> Work instructions
Where in the listing does the word "read" appear? Report each line that holds it.

> Information supplied
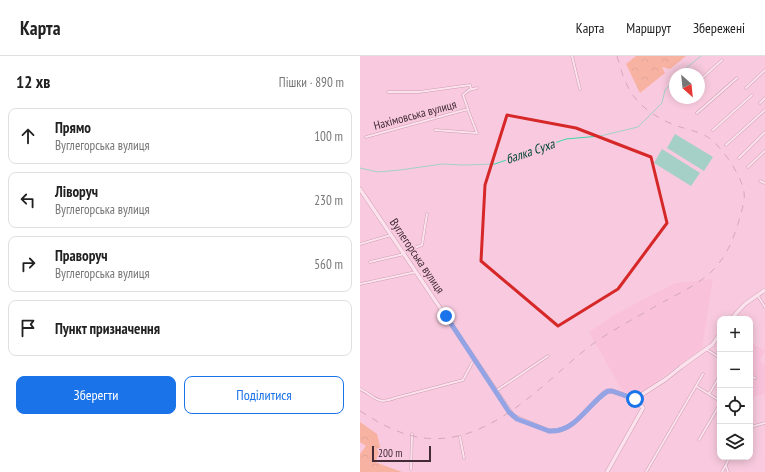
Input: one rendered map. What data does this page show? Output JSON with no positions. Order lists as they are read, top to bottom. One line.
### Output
{"streets":{"main road":["Вуглегорська вулиця"],"street":["Нахімовська вулиця"]},"water":["балка Суха"],"scale_bar":"200 m","north":"bottom right","page":{"header":"Карта","nav":["Карта","Маршрут","Збережені"],"heading":["12 хв","Пішки · 890 m"],"list":[["Прямо","Вуглегорська вулиця","100 m"],["Ліворуч","Вуглегорська вулиця","230 m"],["Праворуч","Вуглегорська вулиця","560 m"],"Пункт призначення"],"map_buttons":["+","−"],"buttons":["Зберегти","Поділитися"],"scale":"200 m"}}
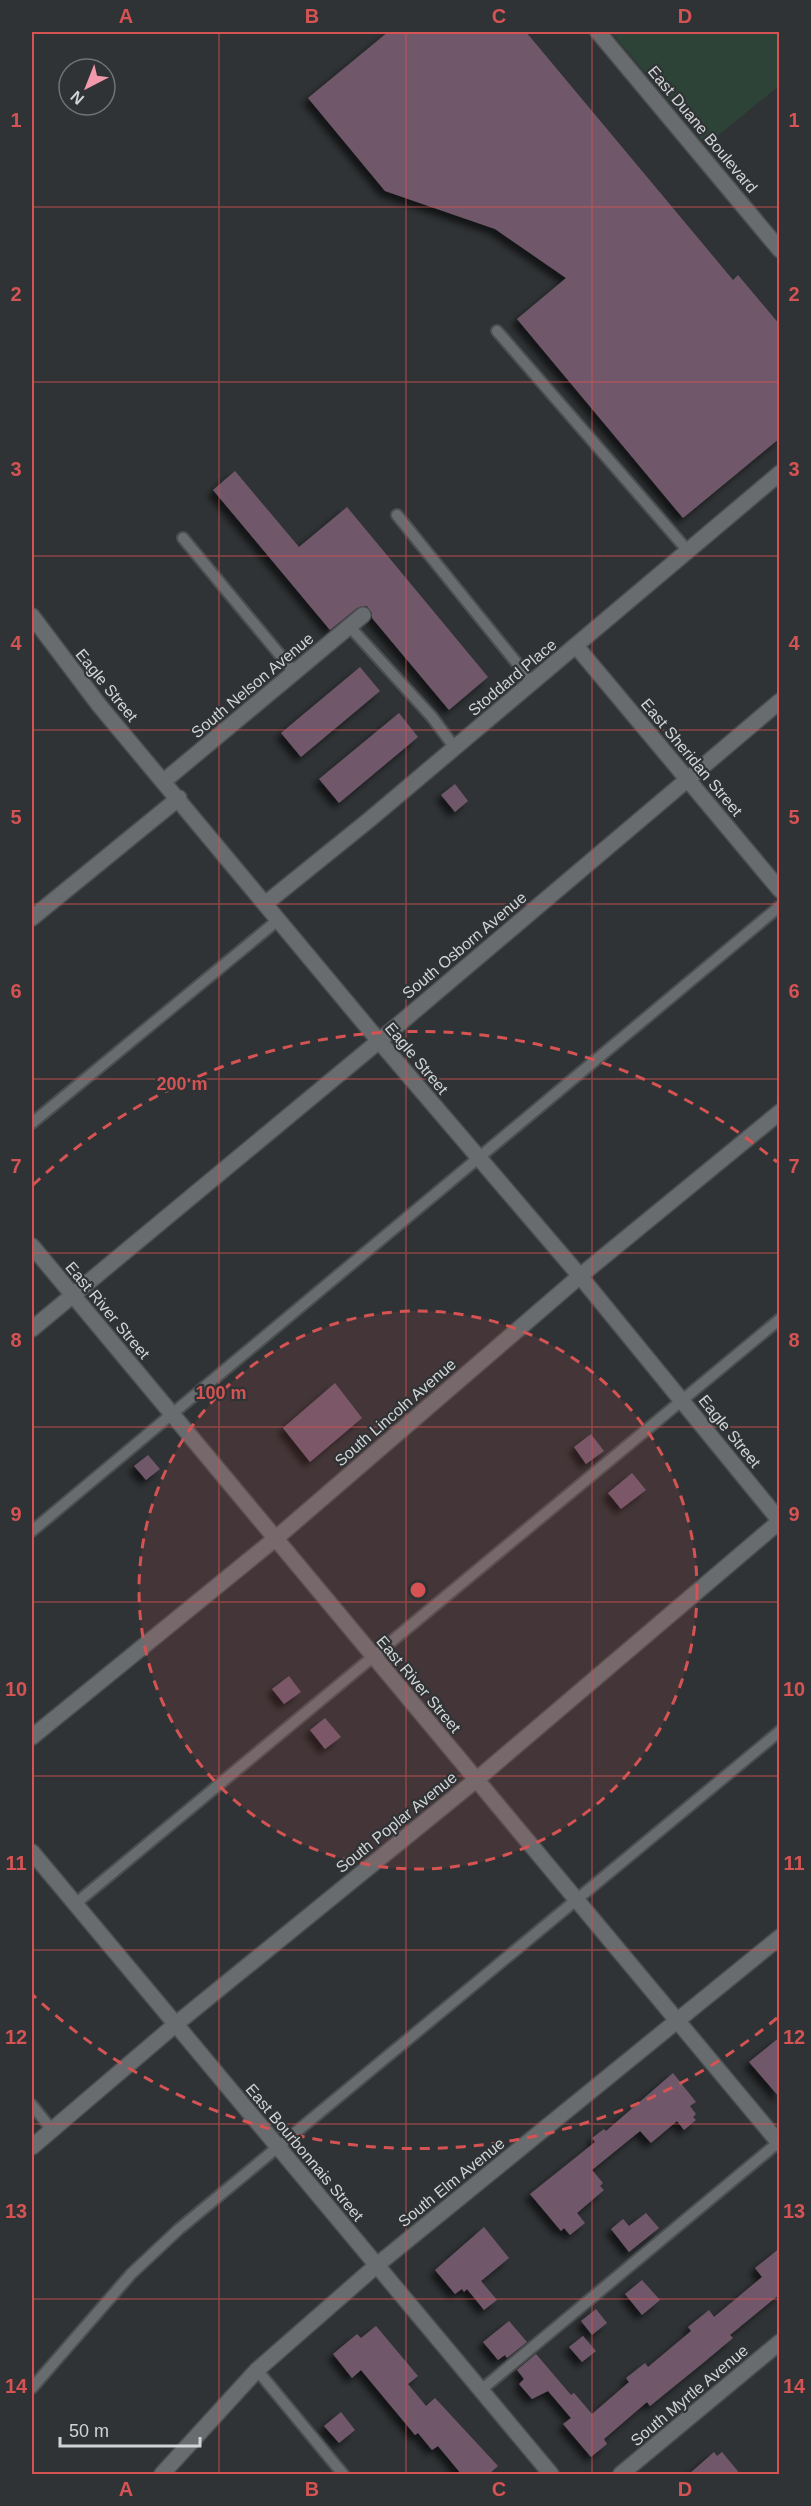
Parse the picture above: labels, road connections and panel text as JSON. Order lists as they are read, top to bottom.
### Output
{
  "streets": {
    "street": [
      "East Duane Boulevard",
      "Stoddard Place",
      "Eagle Street",
      "South Nelson Avenue",
      "East Sheridan Street",
      "South Osborn Avenue",
      "East River Street",
      "South Lincoln Avenue",
      "South Poplar Avenue",
      "East Bourbonnais Street",
      "South Elm Avenue",
      "South Myrtle Avenue"
    ]
  },
  "crossings": [
    ["Stoddard Place", "Eagle Street"],
    ["Stoddard Place", "East Sheridan Street"],
    ["Eagle Street", "South Nelson Avenue"],
    ["Eagle Street", "South Osborn Avenue"],
    ["Eagle Street", "South Lincoln Avenue"],
    ["Eagle Street", "South Poplar Avenue"],
    ["East Sheridan Street", "South Osborn Avenue"],
    ["South Osborn Avenue", "East River Street"],
    ["East River Street", "South Lincoln Avenue"],
    ["East River Street", "South Poplar Avenue"],
    ["East River Street", "South Elm Avenue"],
    ["South Poplar Avenue", "East Bourbonnais Street"],
    ["East Bourbonnais Street", "South Elm Avenue"]
  ],
  "scale_bar": "50 m",
  "north": "bottom left",
  "grid": {
    "columns": [
      "A",
      "B",
      "C",
      "D"
    ],
    "rows": [
      "1",
      "2",
      "3",
      "4",
      "5",
      "6",
      "7",
      "8",
      "9",
      "10",
      "11",
      "12",
      "13",
      "14"
    ]
  },
  "rings": ["200 m", "100 m"]
}
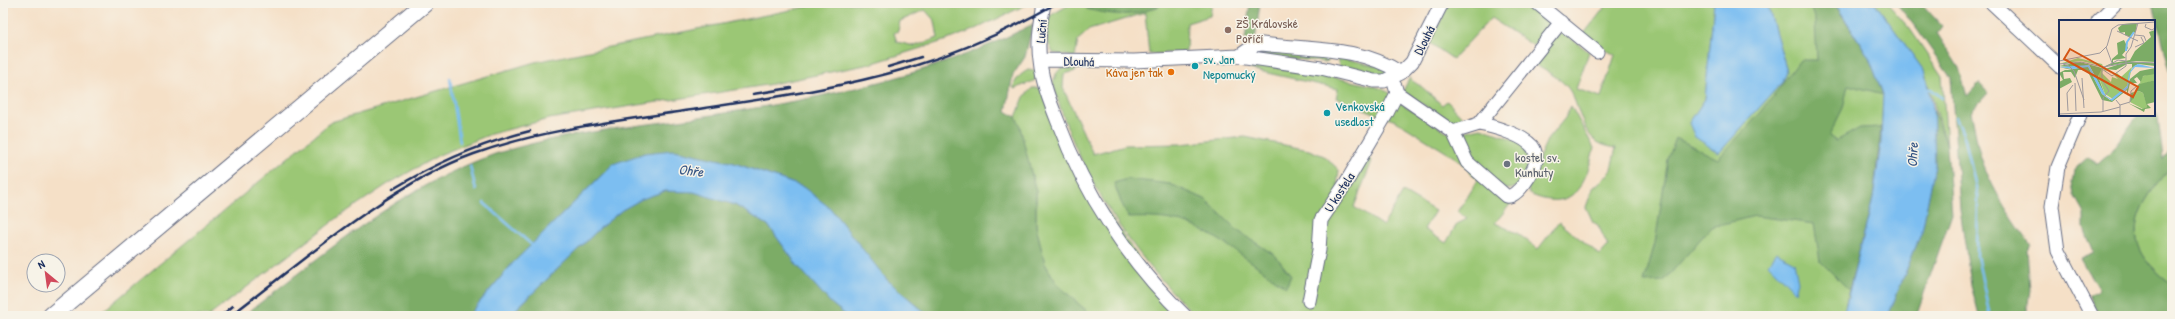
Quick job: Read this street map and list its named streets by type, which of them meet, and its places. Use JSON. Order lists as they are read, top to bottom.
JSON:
{
  "streets": {
    "street": ["Luční", "Dlouhá", "U kostela"]
  },
  "crossings": [
    ["Luční", "Dlouhá"]
  ],
  "water": ["Ohře"],
  "places": [
    "ZŠ Královské Poříčí",
    "sv. Jan Nepomucký",
    "Káva jen tak",
    "Venkovská usedlost",
    "kostel sv. Kunhuty"
  ],
  "north": "top left"
}
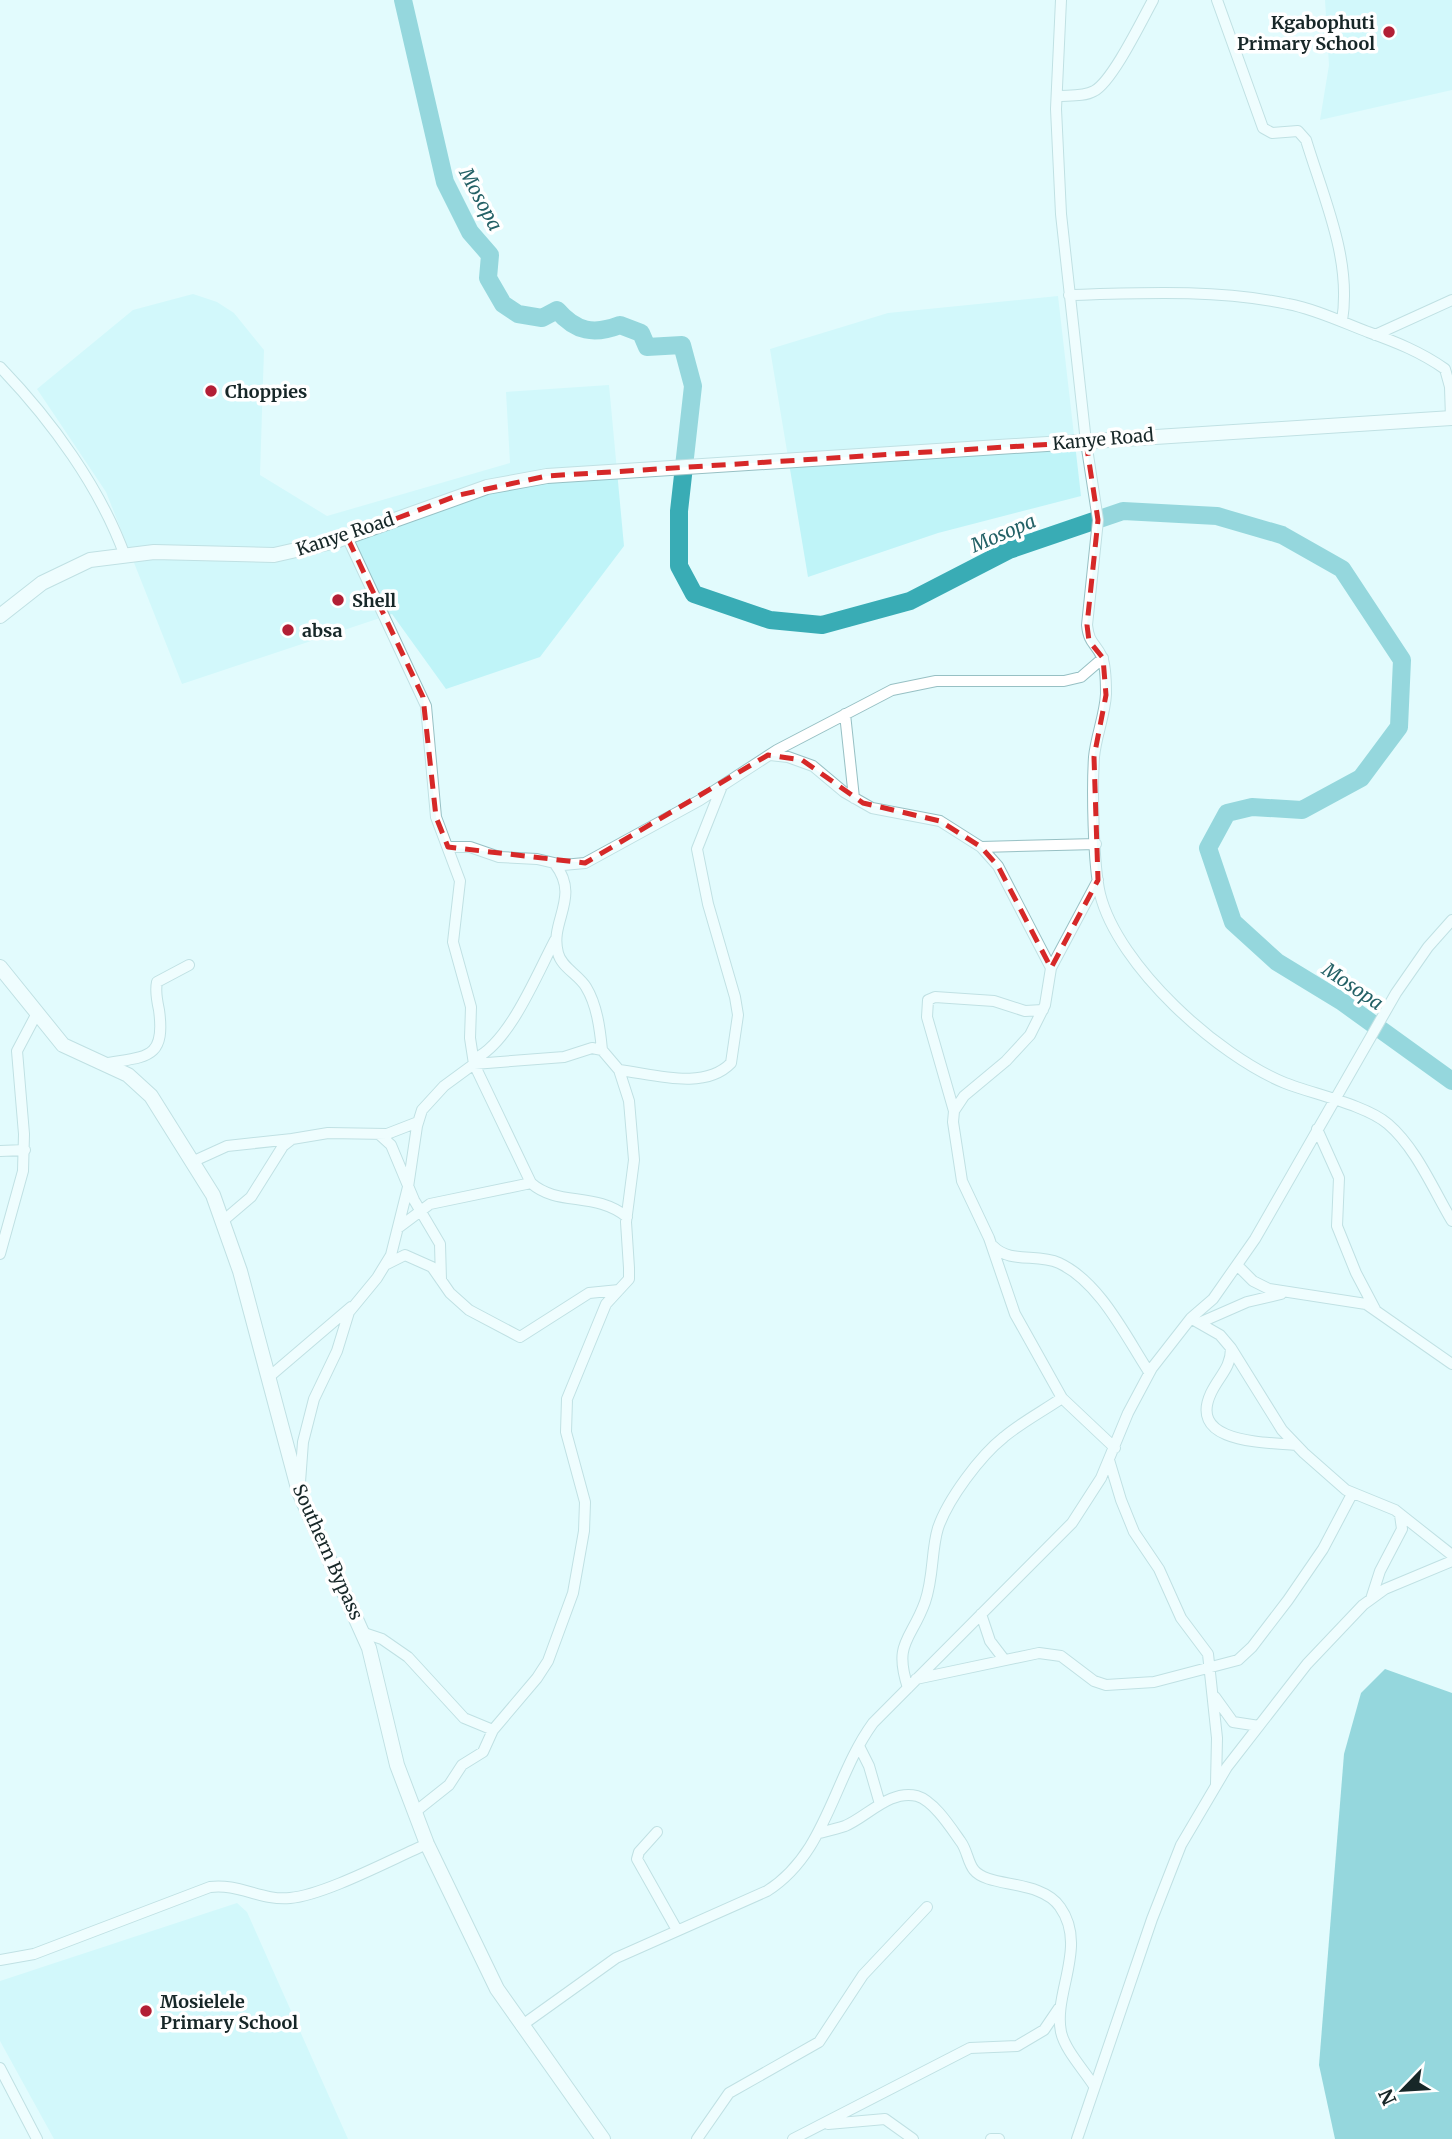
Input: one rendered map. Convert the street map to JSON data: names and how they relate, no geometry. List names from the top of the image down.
{
  "streets": {
    "main road": ["Kanye Road", "Southern Bypass"]
  },
  "water": ["Mosopa"],
  "places": [
    "Kgabophuti Primary School",
    "Choppies",
    "Shell",
    "absa",
    "Mosielele Primary School"
  ],
  "north": "bottom left"
}
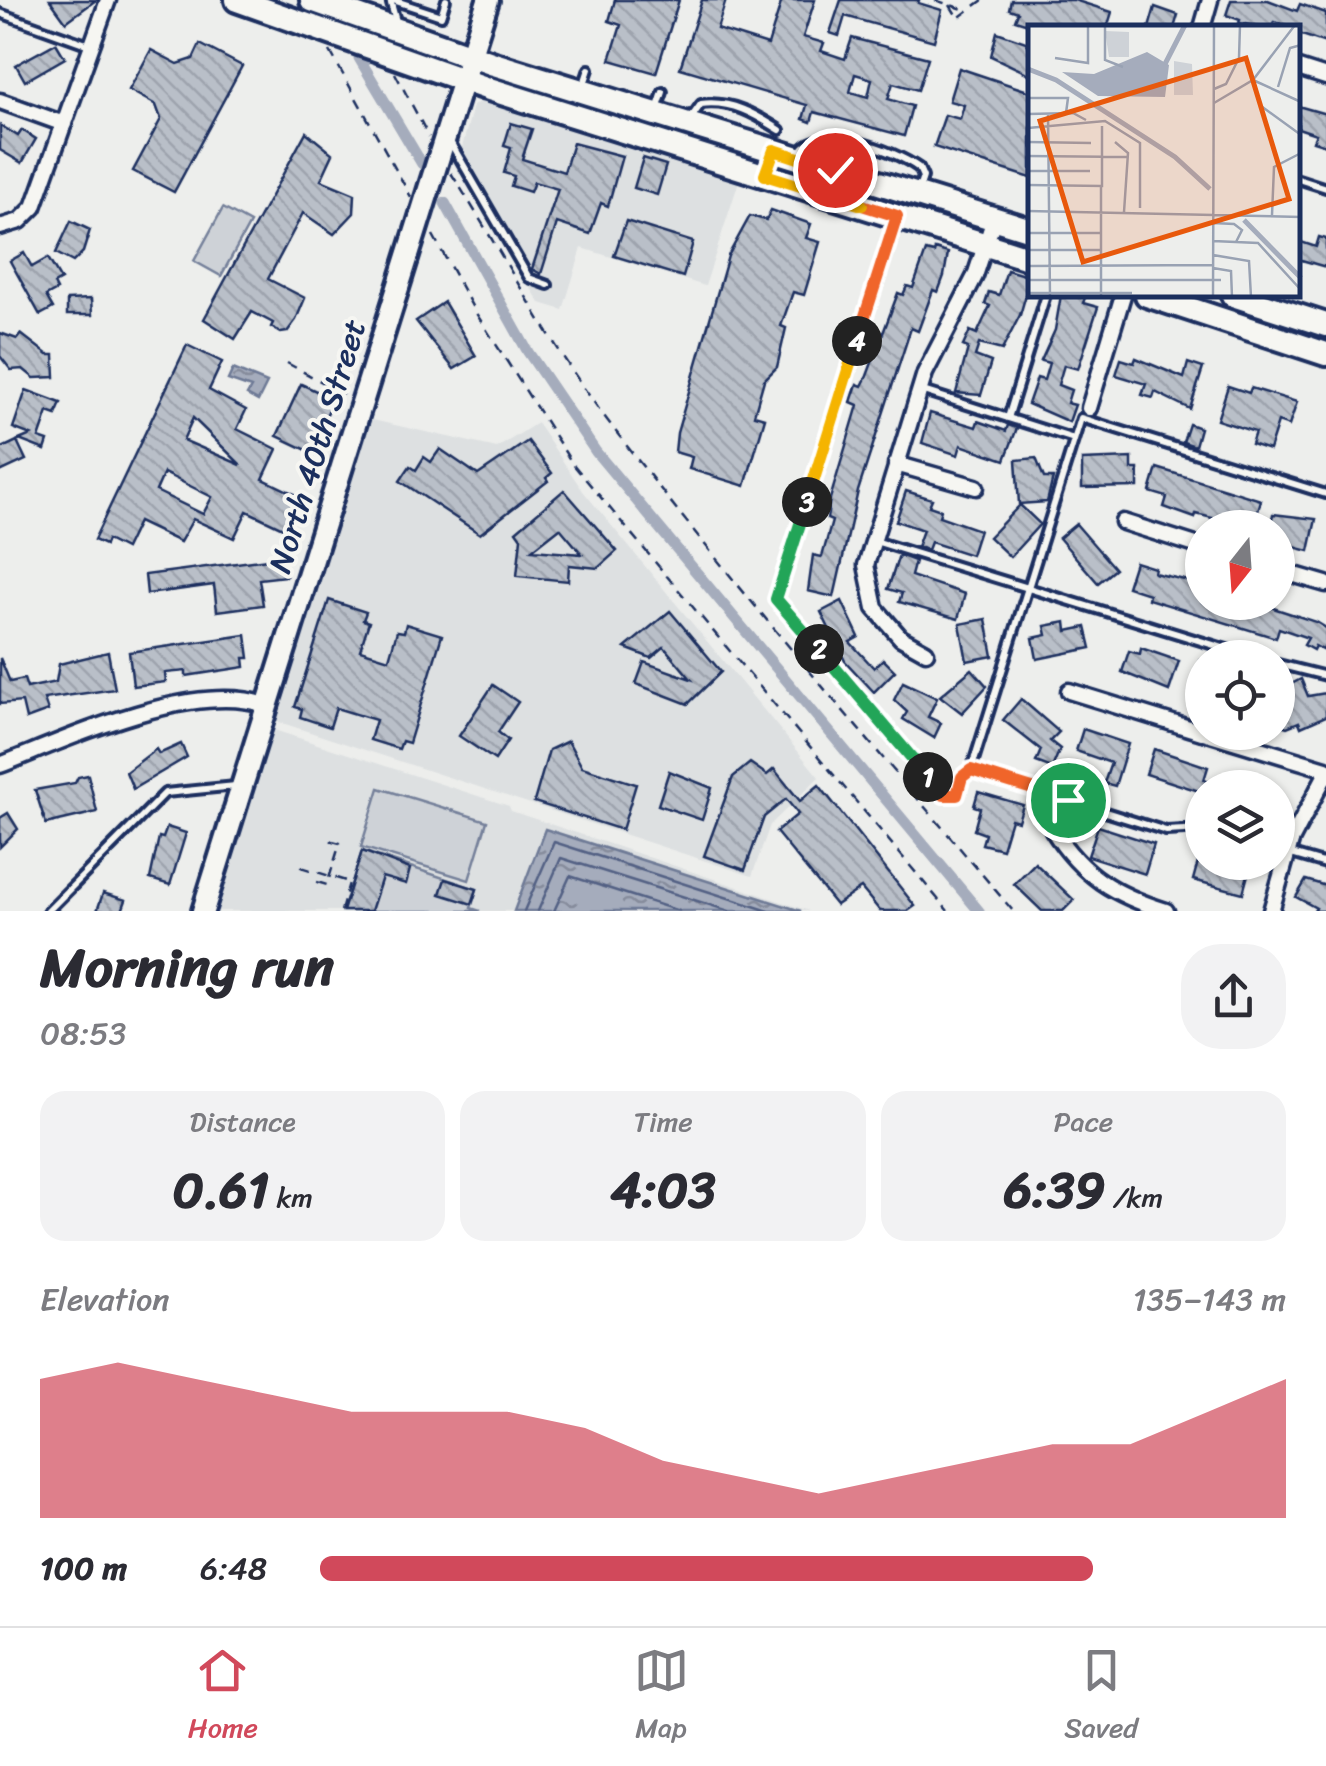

> Response to the exercise
Input: one rendered map. What data does this page show? Output JSON with no positions. Order lists as they are read, top to bottom. One line.
Parse the picture above: labels, road connections and panel text as JSON. Order lists as they are read, top to bottom.
Quick job: Read this street map and list its named streets by type, which of them meet, and its places. Use JSON. Order lists as they are read, top to bottom.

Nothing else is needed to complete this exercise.